Exercise. Across the records, how many lines contain "Karte"? Answer with the number alone.

Task data.

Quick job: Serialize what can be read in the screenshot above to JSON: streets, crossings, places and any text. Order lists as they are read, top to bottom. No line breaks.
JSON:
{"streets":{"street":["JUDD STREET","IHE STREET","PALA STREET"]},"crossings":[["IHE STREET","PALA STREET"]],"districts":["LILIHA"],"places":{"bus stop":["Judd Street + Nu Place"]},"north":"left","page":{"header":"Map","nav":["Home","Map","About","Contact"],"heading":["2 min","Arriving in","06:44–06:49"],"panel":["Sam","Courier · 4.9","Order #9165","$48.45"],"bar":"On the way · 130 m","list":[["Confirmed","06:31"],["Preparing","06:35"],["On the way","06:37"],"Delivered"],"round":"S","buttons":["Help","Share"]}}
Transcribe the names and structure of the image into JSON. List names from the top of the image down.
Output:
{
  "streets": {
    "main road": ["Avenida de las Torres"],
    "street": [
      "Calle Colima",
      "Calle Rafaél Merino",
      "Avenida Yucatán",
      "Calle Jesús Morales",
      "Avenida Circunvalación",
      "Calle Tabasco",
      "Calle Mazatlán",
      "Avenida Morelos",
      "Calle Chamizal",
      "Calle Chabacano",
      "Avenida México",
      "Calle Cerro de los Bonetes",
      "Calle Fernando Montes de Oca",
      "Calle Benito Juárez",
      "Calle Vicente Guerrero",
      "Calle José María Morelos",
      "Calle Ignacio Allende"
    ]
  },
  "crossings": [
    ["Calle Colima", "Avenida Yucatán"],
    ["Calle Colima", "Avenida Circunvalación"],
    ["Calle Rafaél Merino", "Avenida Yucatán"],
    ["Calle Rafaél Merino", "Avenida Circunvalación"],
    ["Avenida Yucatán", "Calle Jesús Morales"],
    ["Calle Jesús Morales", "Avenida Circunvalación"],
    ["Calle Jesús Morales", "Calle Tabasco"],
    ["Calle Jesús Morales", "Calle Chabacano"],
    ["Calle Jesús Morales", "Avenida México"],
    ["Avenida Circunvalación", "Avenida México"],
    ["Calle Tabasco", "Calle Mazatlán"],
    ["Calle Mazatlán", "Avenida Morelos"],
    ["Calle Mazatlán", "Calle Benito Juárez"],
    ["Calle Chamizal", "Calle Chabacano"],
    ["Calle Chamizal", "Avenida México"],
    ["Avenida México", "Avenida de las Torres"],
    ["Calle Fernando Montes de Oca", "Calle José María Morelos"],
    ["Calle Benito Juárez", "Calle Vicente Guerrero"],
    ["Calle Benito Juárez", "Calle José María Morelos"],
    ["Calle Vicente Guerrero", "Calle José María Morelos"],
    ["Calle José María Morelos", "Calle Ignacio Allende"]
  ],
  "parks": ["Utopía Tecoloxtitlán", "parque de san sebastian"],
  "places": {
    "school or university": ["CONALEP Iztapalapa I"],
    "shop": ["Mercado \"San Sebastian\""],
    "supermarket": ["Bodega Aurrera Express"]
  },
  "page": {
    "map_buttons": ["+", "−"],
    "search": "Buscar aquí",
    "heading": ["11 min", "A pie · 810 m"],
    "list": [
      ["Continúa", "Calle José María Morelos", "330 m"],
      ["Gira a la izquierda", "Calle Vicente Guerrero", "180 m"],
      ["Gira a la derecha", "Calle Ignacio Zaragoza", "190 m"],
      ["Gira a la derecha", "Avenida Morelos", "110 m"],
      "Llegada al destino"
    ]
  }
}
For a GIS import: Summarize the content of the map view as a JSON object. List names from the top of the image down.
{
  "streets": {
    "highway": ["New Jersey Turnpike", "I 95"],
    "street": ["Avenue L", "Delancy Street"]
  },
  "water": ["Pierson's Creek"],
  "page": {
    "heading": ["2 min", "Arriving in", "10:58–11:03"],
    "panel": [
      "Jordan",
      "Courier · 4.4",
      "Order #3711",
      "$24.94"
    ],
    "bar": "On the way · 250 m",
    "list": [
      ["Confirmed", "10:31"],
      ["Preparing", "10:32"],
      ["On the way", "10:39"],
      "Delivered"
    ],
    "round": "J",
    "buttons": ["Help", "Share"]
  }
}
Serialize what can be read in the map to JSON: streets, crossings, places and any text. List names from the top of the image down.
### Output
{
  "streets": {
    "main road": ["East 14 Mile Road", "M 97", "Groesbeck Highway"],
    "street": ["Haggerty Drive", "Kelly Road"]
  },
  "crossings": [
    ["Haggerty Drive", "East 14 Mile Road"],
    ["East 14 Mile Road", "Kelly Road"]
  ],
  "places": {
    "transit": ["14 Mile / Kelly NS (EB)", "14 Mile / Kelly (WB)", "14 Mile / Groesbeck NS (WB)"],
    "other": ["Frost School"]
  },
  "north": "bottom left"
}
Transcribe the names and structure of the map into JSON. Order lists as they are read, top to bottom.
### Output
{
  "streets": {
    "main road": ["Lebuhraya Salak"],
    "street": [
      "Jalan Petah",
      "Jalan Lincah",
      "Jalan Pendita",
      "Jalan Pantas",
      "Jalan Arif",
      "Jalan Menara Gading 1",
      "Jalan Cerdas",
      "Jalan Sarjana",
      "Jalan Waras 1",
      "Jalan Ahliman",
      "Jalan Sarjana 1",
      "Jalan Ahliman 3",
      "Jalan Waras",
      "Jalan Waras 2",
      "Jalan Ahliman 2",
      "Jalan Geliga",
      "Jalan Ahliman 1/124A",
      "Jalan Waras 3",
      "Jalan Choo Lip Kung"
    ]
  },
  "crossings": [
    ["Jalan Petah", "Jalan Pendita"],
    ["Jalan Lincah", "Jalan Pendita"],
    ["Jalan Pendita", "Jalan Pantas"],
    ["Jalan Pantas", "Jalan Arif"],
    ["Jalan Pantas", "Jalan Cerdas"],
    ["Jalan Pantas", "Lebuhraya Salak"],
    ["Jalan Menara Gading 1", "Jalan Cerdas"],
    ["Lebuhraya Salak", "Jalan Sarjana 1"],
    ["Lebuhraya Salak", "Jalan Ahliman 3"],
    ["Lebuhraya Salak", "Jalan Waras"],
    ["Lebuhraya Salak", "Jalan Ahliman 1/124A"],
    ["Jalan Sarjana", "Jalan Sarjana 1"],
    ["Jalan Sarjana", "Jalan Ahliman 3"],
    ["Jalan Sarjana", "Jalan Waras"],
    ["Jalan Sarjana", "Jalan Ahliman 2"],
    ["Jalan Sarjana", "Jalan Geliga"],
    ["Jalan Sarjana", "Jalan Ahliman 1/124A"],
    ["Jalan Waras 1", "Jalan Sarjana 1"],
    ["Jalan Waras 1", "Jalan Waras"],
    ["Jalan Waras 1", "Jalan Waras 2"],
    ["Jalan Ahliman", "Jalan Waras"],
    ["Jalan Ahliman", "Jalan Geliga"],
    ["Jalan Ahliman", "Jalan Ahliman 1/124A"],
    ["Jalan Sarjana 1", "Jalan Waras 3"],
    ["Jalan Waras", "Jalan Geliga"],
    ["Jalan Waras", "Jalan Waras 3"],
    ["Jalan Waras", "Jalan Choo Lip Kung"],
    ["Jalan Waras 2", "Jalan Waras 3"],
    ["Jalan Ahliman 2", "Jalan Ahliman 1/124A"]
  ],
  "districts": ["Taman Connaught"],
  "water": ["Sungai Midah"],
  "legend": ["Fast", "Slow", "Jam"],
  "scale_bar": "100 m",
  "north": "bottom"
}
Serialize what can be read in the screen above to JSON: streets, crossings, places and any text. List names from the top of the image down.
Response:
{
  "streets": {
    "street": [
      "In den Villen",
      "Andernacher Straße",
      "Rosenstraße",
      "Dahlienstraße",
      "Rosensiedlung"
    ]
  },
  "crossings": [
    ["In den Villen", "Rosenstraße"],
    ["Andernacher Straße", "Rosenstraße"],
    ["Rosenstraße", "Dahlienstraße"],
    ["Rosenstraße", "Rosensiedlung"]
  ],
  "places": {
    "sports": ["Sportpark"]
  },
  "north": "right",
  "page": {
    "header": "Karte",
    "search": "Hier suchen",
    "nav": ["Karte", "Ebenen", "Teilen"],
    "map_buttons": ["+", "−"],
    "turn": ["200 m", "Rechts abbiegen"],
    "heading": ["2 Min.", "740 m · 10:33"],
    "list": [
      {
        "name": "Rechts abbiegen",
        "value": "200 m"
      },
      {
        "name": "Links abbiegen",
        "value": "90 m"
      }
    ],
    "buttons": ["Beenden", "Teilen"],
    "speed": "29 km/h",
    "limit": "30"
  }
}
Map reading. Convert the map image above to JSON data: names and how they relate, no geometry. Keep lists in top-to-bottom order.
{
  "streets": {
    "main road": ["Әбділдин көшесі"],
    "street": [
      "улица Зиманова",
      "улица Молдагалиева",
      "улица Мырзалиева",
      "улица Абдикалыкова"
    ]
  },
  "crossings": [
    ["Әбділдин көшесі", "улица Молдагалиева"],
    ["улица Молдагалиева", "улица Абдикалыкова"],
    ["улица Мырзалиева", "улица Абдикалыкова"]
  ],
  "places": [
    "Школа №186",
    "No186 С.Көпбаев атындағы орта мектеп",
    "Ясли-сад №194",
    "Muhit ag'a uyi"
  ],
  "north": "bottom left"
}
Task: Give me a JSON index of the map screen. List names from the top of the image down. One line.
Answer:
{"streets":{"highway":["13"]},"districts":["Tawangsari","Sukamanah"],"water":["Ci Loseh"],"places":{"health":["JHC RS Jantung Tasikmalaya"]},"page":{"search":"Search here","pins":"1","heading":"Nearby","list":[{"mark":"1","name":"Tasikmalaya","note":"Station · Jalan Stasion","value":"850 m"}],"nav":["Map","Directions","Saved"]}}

Result. 2